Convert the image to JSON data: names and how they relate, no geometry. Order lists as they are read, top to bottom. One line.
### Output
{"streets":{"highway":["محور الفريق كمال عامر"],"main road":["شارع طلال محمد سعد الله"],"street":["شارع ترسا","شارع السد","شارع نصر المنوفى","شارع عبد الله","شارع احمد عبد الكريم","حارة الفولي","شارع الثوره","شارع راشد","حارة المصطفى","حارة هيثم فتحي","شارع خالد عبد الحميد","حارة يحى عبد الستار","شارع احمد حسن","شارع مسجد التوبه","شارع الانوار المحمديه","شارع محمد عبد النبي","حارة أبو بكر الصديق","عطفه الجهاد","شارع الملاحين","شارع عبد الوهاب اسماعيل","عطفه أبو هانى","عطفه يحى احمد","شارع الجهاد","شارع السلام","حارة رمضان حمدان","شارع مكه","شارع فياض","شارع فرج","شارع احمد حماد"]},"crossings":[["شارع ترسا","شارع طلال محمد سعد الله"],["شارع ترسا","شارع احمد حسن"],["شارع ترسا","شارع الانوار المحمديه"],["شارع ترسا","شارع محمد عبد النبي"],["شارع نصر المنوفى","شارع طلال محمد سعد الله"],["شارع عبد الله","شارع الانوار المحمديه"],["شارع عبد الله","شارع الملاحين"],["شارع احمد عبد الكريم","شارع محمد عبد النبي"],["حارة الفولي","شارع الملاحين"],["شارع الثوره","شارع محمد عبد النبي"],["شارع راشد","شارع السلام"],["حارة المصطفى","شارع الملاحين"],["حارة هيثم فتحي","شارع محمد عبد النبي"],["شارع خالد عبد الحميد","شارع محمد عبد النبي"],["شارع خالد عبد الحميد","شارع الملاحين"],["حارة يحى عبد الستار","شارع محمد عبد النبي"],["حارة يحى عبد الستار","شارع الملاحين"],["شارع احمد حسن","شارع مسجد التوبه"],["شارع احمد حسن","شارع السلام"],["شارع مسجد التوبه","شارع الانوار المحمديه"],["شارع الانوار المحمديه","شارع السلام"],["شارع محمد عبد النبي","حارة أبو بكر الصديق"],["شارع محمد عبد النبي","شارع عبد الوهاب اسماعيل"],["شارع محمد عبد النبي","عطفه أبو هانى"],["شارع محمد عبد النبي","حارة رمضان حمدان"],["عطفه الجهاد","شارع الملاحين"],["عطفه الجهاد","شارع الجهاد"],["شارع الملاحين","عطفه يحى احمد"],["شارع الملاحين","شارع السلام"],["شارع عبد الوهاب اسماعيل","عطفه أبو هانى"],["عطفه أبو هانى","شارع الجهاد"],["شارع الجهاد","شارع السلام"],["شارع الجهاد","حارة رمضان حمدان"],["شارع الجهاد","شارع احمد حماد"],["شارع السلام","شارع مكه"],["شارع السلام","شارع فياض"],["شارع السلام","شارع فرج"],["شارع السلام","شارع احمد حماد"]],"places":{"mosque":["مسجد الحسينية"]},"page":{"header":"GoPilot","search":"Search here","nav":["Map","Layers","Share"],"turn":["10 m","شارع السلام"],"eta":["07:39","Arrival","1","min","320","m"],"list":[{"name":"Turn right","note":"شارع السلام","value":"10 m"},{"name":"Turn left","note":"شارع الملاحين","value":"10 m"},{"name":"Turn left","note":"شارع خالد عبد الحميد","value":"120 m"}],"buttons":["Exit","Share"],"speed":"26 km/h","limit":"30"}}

Action item
Everything in the data above should be output exactly as it stands.

Task answer
Convert the image to JSON data: names and how they relate, no geometry. Order lists as they are read, top to bottom. One line.
### Output
{"streets":{"highway":["محور الفريق كمال عامر"],"main road":["شارع طلال محمد سعد الله"],"street":["شارع ترسا","شارع السد","شارع نصر المنوفى","شارع عبد الله","شارع احمد عبد الكريم","حارة الفولي","شارع الثوره","شارع راشد","حارة المصطفى","حارة هيثم فتحي","شارع خالد عبد الحميد","حارة يحى عبد الستار","شارع احمد حسن","شارع مسجد التوبه","شارع الانوار المحمديه","شارع محمد عبد النبي","حارة أبو بكر الصديق","عطفه الجهاد","شارع الملاحين","شارع عبد الوهاب اسماعيل","عطفه أبو هانى","عطفه يحى احمد","شارع الجهاد","شارع السلام","حارة رمضان حمدان","شارع مكه","شارع فياض","شارع فرج","شارع احمد حماد"]},"crossings":[["شارع ترسا","شارع طلال محمد سعد الله"],["شارع ترسا","شارع احمد حسن"],["شارع ترسا","شارع الانوار المحمديه"],["شارع ترسا","شارع محمد عبد النبي"],["شارع نصر المنوفى","شارع طلال محمد سعد الله"],["شارع عبد الله","شارع الانوار المحمديه"],["شارع عبد الله","شارع الملاحين"],["شارع احمد عبد الكريم","شارع محمد عبد النبي"],["حارة الفولي","شارع الملاحين"],["شارع الثوره","شارع محمد عبد النبي"],["شارع راشد","شارع السلام"],["حارة المصطفى","شارع الملاحين"],["حارة هيثم فتحي","شارع محمد عبد النبي"],["شارع خالد عبد الحميد","شارع محمد عبد النبي"],["شارع خالد عبد الحميد","شارع الملاحين"],["حارة يحى عبد الستار","شارع محمد عبد النبي"],["حارة يحى عبد الستار","شارع الملاحين"],["شارع احمد حسن","شارع مسجد التوبه"],["شارع احمد حسن","شارع السلام"],["شارع مسجد التوبه","شارع الانوار المحمديه"],["شارع الانوار المحمديه","شارع السلام"],["شارع محمد عبد النبي","حارة أبو بكر الصديق"],["شارع محمد عبد النبي","شارع عبد الوهاب اسماعيل"],["شارع محمد عبد النبي","عطفه أبو هانى"],["شارع محمد عبد النبي","حارة رمضان حمدان"],["عطفه الجهاد","شارع الملاحين"],["عطفه الجهاد","شارع الجهاد"],["شارع الملاحين","عطفه يحى احمد"],["شارع الملاحين","شارع السلام"],["شارع عبد الوهاب اسماعيل","عطفه أبو هانى"],["عطفه أبو هانى","شارع الجهاد"],["شارع الجهاد","شارع السلام"],["شارع الجهاد","حارة رمضان حمدان"],["شارع الجهاد","شارع احمد حماد"],["شارع السلام","شارع مكه"],["شارع السلام","شارع فياض"],["شارع السلام","شارع فرج"],["شارع السلام","شارع احمد حماد"]],"places":{"mosque":["مسجد الحسينية"]},"page":{"header":"GoPilot","search":"Search here","nav":["Map","Layers","Share"],"turn":["10 m","شارع السلام"],"eta":["07:39","Arrival","1","min","320","m"],"list":[{"name":"Turn right","note":"شارع السلام","value":"10 m"},{"name":"Turn left","note":"شارع الملاحين","value":"10 m"},{"name":"Turn left","note":"شارع خالد عبد الحميد","value":"120 m"}],"buttons":["Exit","Share"],"speed":"26 km/h","limit":"30"}}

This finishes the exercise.